HomePLAB 1Dermatology

Master Dermatology
for PLAB 1

Access 50+ high-yield questions tailored for the 2026 syllabus. Includes AI-powered explanations and performance tracking.

Start Free Practice View Full Syllabus
K
Medically reviewed by Dr. Kainat Bashir — MBBS, MCPS (Emergency Medicine), MRCP (UK)
GMC,AMC,Board Certified · Reviewed Jun 2026 · Editorial policy
HIGH YIELD NOTES Updated June 2026 · ~5 min read

What the PLAB 1 Tests in Dermatology

PLAB 1 Dermatology tests your ability to recognise common skin conditions from brief clinical vignettes, select appropriate first-line treatments (including topical steroids by potency), and identify emergencies (e.g., toxic epidermal necrolysis, meningococcal septicaemia). You must differentiate between eczema, psoriasis, fungal infections, and skin cancers. Questions often require interpretation of lesion morphology, distribution, and associated systemic features. You must know referral criteria for suspected melanoma (e.g., 7-point checklist), when to use oral antivirals for herpes zoster, and when to suspect scabies or cellulitis. Management decisions include choosing emollients, topical antifungals, or systemic immunosuppressants, and recognising when to admit or refer to dermatology.

High-Yield Concepts

  • Eczema (atopic dermatitis) management: First-line: emollients (e.g., 50:50 white soft paraffin/liquid paraffin) and topical corticosteroids – use mild (1% hydrocortisone) for face/flexures, moderate (clobetasone butyrate 0.05%) for trunk/limbs, potent (betamethasone valerate 0.1%) for thick plaques. Step up potency if no response in 7 days. Avoid abrupt withdrawal. For severe acute flares, consider a short course of oral prednisolone 30 mg daily for 5-7 days.
  • Psoriasis recognition and treatment: Well-demarcated, silvery scaly plaques on extensor surfaces (elbows, knees), scalp, and nails (pitting, onycholysis).

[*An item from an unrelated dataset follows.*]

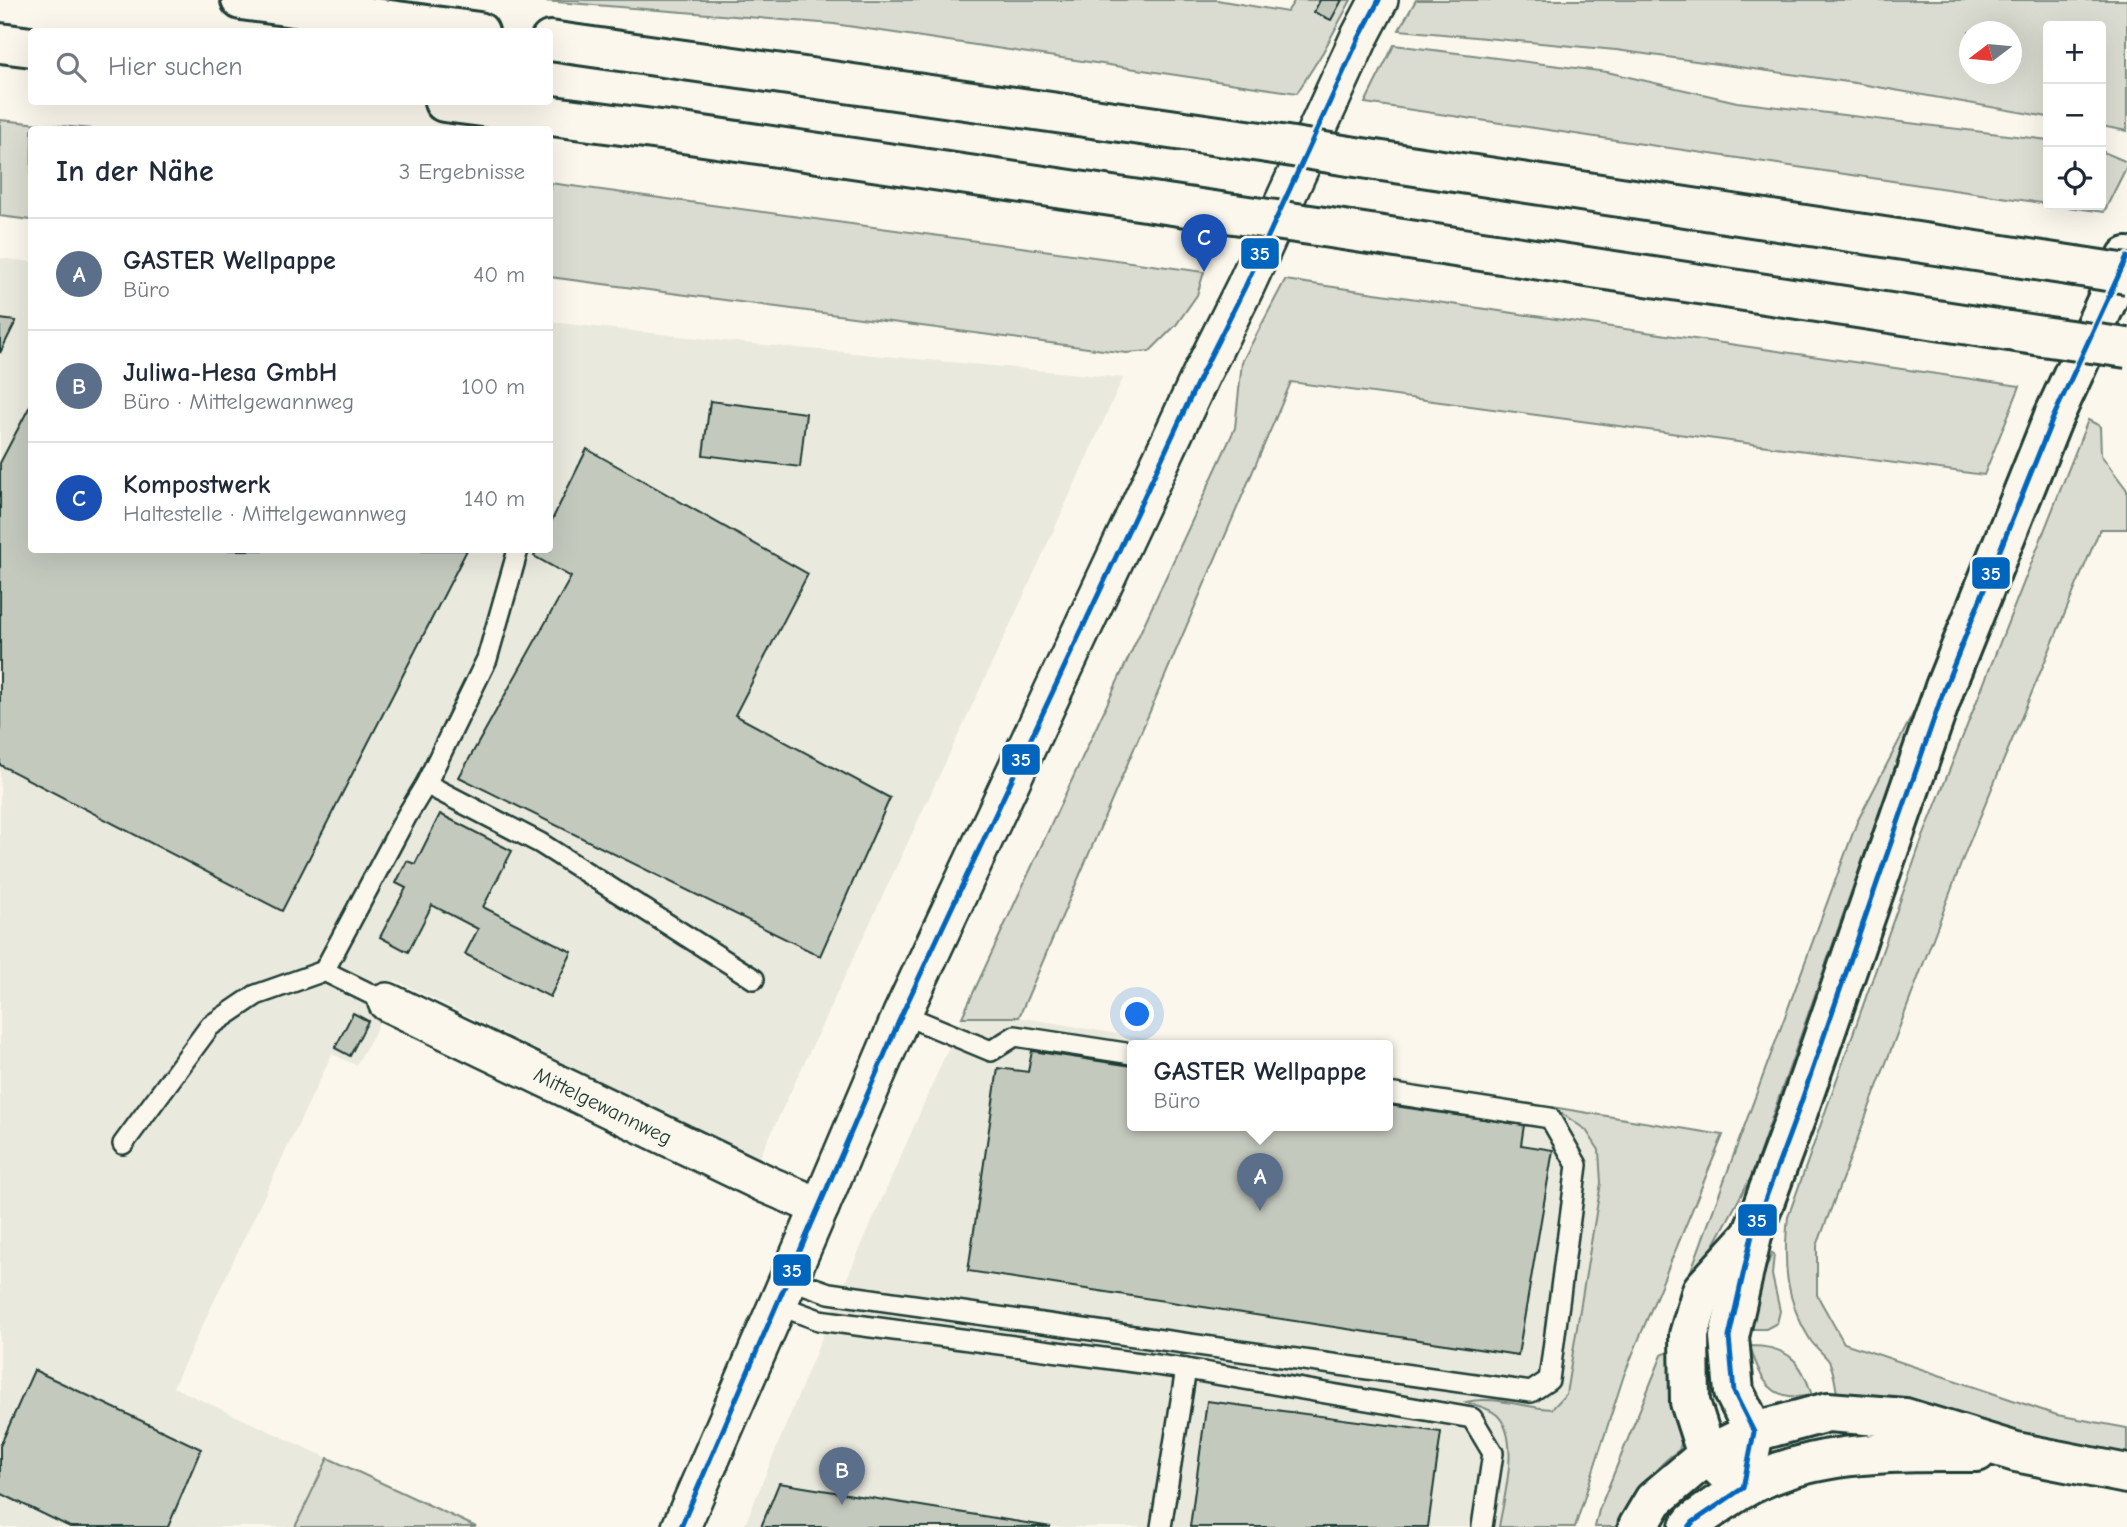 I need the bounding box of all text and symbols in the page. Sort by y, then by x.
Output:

First-line for mild-to-moderate: topical vitamin D analogue (calcipotriol) or potent corticosteroid (betamethasone). For moderate-to-severe: phototherapy (UVB) or systemic methotrexate (15-25 mg weekly with folic acid cover), ciclosporin, or biologic (adalimumab) if fails. Refer if acute guttate psoriasis with recent streptococcal infection.
  • Malignant melanoma – 7-point checklist: Major features (each 2 points): change in size, shape (irregular border), colour (multiple shades). Minor features (each 1 point): diameter >6 mm, inflammation, crusting/bleeding, sensory change (itch/pain). Score ≥3 warrants urgent referral (2-week wait). Breslow thickness >0.8 mm or ulceration requires wide local excision and sentinel lymph node biopsy.
  • Herpes zoster (shingles) treatment: Start oral aciclovir 800 mg five times daily or valaciclovir 1 g three times daily within 72 hours of rash onset (or if new vesicles still appearing). For ophthalmic zoster (V1 distribution), refer urgently to ophthalmology. Post-herpetic neuralgia: first-line amitriptyline 10-25 mg nocte or gabapentin 300 mg three times daily.
  • Scabies diagnosis and treatment: Intense pruritus (worse at night), burrows in finger webs, wrists, axillae, genitals. Treat with permethrin 5% cream (apply whole body from chin down, wash off after 8-12 hours) – repeat after 7 days. Treat all household contacts simultaneously. If permethrin fails, oral ivermectin 200 mcg/kg single dose, repeat in 14 days.
  • Cellulitis versus erysipelas: Cellulitis: diffuse, poorly demarcated erythema, swelling, warmth, pain – treat with oral flucloxacillin 500 mg four times daily for 7 days (or clindamycin 300 mg four times daily if penicillin-allergic). Erysipelas: well-demarcated, raised, shiny erythema (often on face or lower leg) – same antibiotics. If systemic signs (fever, tachycardia, hypotension) or lymphangitis, admit for IV antibiotics.
  • Basal cell carcinoma (BCC) recognition: Slow-growing, pearly papule/nodule with telangiectasias, rolled border, central ulceration (rodent ulcer). Most common on sun-exposed areas (face, ears). Low-risk BCC (<2 cm, superficial, non-facial) can be treated with topical imiquimod 5% cream or cryotherapy. High-risk BCC (nodular, >2 cm, on H-zone of face) requires surgical excision with 4 mm margin or Mohs micrographic surgery.
  • Toxic epidermal necrolysis (TEN) – emergency: Widespread erythema, blistering, and skin detachment >30% body surface area, often triggered by drugs (e.g., allopurinol, anticonvulsants, sulfonamides). Nikolsky sign positive (blister spreads with lateral pressure). Immediate management: stop culprit drug, admit to burns unit or intensive care, IV fluids, wound care, and consider IV immunoglobulin 1 g/kg daily for 3 days. Mortality up to 30%.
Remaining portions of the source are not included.